◆ **What you are asked to do**
Where does the word "Obern" show up in the data? Please find each such line and copy it.

◆ ◆ ◆ ◆

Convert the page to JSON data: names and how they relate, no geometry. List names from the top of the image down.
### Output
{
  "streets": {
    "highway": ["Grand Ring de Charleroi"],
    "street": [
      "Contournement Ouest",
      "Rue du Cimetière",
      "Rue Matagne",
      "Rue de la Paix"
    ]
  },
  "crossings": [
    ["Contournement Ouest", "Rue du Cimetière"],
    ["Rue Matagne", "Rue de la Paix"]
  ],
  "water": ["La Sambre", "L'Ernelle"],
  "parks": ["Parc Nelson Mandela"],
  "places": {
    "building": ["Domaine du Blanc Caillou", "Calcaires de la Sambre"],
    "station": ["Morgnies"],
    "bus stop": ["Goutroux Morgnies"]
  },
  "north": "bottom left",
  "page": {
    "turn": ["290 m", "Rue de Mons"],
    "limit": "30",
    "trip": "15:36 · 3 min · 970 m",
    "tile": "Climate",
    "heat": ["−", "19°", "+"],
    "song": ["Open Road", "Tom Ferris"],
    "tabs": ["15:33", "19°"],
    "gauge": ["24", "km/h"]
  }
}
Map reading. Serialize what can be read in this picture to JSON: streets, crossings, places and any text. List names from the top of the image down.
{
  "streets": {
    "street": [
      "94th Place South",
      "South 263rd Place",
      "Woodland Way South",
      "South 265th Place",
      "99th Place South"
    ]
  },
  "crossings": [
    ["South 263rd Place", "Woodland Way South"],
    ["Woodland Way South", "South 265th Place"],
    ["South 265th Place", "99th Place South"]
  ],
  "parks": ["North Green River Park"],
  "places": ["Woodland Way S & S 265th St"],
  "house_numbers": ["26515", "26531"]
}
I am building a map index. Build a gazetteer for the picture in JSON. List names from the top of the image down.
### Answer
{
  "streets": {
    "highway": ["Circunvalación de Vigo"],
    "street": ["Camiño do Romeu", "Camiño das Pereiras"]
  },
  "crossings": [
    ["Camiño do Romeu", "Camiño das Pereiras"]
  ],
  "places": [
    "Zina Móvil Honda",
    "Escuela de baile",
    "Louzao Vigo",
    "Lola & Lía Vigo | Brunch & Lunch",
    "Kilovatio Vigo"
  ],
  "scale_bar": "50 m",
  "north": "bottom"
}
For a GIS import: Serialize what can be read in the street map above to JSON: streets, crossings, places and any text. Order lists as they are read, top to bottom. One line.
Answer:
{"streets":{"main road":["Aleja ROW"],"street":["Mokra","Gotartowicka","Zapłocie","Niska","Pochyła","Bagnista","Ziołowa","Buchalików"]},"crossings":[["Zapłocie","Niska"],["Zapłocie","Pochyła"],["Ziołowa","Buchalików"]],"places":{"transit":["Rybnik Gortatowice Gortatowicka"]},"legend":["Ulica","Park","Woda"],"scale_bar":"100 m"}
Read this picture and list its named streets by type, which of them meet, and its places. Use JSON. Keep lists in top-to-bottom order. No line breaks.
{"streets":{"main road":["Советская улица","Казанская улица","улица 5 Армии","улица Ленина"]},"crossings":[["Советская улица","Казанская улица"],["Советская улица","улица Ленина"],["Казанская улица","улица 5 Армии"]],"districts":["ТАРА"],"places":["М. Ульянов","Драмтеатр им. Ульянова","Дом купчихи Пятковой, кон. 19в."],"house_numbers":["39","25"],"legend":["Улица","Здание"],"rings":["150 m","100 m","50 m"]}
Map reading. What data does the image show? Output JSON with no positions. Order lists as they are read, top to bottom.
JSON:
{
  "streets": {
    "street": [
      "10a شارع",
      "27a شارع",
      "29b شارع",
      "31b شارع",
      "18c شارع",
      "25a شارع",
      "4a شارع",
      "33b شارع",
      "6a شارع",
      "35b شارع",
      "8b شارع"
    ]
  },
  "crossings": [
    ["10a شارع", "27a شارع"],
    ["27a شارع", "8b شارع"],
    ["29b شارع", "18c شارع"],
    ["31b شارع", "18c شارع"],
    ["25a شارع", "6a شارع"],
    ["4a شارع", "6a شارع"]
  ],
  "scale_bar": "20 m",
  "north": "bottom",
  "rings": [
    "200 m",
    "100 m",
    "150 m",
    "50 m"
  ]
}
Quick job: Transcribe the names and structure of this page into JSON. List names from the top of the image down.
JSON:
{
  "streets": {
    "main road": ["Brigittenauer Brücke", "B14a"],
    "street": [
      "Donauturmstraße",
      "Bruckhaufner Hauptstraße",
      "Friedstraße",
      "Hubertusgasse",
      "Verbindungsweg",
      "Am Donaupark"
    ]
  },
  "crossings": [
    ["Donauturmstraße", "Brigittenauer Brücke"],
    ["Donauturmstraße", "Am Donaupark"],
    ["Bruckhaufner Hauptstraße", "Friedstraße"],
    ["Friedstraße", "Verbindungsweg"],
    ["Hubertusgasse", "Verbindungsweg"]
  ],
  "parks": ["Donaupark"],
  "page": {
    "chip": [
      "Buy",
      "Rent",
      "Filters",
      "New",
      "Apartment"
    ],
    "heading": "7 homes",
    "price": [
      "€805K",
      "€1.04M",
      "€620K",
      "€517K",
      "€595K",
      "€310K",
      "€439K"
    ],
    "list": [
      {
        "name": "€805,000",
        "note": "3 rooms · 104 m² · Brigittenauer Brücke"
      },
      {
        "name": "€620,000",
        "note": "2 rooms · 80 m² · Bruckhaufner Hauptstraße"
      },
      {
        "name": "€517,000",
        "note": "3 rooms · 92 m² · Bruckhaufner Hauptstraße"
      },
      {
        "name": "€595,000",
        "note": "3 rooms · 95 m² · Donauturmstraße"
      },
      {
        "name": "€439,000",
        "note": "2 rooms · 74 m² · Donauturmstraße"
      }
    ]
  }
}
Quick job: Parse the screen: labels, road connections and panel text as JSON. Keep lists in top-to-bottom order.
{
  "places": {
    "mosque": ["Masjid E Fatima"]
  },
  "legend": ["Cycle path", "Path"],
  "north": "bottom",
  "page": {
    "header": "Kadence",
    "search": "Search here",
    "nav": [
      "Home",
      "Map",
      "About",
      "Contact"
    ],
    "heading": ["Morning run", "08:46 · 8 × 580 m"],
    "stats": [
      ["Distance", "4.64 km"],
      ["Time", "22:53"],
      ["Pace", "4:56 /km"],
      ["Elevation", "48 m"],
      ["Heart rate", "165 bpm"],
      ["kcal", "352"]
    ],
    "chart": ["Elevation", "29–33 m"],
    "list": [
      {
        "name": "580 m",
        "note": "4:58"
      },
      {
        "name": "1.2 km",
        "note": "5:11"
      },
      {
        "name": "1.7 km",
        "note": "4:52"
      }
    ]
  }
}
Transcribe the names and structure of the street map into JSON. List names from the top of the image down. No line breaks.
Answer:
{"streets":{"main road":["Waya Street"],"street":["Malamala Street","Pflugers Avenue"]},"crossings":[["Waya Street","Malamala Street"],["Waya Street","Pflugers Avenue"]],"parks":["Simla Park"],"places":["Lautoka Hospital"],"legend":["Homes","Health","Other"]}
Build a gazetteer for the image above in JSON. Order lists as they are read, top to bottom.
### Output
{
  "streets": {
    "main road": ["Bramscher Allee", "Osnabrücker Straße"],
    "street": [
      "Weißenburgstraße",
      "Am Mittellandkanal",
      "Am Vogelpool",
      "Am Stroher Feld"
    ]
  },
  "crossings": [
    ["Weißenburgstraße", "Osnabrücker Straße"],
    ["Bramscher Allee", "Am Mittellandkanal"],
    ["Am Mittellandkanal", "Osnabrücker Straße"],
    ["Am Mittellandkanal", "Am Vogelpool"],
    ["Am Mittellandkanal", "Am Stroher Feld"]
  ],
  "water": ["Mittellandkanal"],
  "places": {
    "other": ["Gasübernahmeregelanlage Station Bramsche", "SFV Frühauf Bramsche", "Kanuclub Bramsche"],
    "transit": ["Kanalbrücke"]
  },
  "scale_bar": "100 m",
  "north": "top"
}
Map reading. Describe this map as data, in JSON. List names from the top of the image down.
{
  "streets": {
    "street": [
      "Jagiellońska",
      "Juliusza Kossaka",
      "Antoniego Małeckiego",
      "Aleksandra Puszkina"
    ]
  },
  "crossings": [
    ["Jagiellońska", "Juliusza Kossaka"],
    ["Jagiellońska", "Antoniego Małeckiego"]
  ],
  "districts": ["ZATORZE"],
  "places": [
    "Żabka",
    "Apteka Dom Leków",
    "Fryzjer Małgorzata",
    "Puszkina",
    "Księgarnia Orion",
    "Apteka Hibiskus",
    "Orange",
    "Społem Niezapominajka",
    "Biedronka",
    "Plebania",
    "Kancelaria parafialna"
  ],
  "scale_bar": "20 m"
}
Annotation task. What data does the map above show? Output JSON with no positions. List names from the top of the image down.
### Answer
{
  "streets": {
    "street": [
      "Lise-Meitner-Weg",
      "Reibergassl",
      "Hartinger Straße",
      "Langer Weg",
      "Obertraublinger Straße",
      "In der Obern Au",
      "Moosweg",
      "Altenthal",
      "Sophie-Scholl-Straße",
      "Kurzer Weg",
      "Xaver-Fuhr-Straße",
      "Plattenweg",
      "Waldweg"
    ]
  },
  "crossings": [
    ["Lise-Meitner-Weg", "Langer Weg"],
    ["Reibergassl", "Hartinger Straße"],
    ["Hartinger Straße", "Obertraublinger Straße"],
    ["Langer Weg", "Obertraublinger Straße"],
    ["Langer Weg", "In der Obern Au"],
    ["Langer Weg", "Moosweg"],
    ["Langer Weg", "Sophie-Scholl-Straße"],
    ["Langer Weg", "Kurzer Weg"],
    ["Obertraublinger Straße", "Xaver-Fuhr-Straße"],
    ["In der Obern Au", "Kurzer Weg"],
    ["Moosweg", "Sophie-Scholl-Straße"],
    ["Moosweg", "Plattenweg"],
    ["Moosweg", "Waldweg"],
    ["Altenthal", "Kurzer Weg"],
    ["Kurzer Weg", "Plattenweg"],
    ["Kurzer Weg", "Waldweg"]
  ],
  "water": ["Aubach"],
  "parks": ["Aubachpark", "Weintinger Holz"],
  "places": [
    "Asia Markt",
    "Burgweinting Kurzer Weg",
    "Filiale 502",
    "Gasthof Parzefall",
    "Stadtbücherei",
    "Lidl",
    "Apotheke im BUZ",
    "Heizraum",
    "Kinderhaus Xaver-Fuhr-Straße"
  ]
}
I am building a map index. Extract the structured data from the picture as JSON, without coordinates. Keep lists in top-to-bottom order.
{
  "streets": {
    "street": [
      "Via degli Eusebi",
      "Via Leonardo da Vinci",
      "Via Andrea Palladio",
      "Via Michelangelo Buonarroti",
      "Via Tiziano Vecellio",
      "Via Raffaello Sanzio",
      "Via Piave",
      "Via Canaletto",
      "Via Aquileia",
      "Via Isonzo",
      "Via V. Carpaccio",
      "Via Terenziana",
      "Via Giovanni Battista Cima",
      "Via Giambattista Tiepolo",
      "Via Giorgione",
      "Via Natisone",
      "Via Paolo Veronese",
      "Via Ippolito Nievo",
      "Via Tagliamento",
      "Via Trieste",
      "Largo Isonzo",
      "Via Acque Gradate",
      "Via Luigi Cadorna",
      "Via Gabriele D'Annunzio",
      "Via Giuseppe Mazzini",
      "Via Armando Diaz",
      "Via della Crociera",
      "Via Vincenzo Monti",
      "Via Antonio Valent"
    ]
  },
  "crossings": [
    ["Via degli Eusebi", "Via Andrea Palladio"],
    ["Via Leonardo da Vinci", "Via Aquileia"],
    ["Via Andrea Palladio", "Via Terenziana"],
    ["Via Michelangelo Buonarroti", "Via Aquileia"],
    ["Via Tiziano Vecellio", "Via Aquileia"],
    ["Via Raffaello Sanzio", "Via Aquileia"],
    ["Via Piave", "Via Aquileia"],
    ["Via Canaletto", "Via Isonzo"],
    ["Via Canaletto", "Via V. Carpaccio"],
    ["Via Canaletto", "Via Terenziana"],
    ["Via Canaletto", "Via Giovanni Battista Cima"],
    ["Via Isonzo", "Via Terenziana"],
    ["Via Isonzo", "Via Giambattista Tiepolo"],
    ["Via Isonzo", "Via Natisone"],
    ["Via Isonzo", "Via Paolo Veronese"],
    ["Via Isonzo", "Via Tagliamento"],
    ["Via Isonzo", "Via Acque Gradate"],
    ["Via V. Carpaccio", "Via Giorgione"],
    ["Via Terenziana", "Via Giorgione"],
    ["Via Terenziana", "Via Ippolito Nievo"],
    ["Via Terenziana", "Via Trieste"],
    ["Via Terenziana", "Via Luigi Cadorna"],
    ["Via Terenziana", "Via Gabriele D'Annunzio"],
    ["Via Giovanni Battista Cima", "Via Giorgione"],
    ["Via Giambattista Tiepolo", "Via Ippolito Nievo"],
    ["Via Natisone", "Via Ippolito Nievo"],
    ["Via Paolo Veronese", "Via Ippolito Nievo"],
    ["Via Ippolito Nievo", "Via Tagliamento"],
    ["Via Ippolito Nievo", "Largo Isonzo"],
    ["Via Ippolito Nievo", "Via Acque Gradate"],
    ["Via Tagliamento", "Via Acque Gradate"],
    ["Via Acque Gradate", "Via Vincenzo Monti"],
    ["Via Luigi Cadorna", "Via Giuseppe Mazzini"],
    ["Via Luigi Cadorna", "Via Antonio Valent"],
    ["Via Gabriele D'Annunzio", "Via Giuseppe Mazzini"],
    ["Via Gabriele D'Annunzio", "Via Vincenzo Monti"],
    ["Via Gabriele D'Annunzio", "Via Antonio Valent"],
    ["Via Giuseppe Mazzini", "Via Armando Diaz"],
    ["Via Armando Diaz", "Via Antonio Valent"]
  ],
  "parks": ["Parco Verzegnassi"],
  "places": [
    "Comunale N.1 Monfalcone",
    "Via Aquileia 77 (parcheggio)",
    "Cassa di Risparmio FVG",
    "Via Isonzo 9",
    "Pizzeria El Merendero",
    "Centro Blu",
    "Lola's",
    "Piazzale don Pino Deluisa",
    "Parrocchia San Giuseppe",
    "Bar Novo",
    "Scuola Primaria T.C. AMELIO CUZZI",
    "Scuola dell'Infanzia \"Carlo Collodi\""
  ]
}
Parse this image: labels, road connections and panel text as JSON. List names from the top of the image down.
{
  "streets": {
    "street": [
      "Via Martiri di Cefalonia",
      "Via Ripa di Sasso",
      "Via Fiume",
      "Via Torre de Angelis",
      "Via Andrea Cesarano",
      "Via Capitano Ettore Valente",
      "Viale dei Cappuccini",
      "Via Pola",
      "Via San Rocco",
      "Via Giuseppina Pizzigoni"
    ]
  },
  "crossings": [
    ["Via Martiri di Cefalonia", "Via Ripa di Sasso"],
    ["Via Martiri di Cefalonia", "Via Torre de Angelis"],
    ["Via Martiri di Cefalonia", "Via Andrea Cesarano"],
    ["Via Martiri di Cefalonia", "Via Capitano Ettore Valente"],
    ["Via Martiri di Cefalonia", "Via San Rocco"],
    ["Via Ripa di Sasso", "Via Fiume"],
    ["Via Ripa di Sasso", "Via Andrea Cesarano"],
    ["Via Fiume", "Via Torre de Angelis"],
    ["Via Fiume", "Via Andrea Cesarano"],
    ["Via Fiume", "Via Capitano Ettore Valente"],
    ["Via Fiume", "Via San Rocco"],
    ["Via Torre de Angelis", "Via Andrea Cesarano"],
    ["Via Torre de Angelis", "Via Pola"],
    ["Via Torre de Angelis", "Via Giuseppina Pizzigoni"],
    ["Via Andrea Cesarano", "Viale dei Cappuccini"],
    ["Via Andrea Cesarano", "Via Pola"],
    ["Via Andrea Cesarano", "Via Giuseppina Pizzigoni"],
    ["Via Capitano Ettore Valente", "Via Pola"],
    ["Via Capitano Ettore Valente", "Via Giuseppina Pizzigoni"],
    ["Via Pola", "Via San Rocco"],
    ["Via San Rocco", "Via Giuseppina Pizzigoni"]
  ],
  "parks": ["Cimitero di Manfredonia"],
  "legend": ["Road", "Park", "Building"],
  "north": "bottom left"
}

◆ ◆ ◆ ◆

◆ **Answer below**
      "In der Obern Au",
    ["Langer Weg", "In der Obern Au"],
    ["In der Obern Au", "Kurzer Weg"],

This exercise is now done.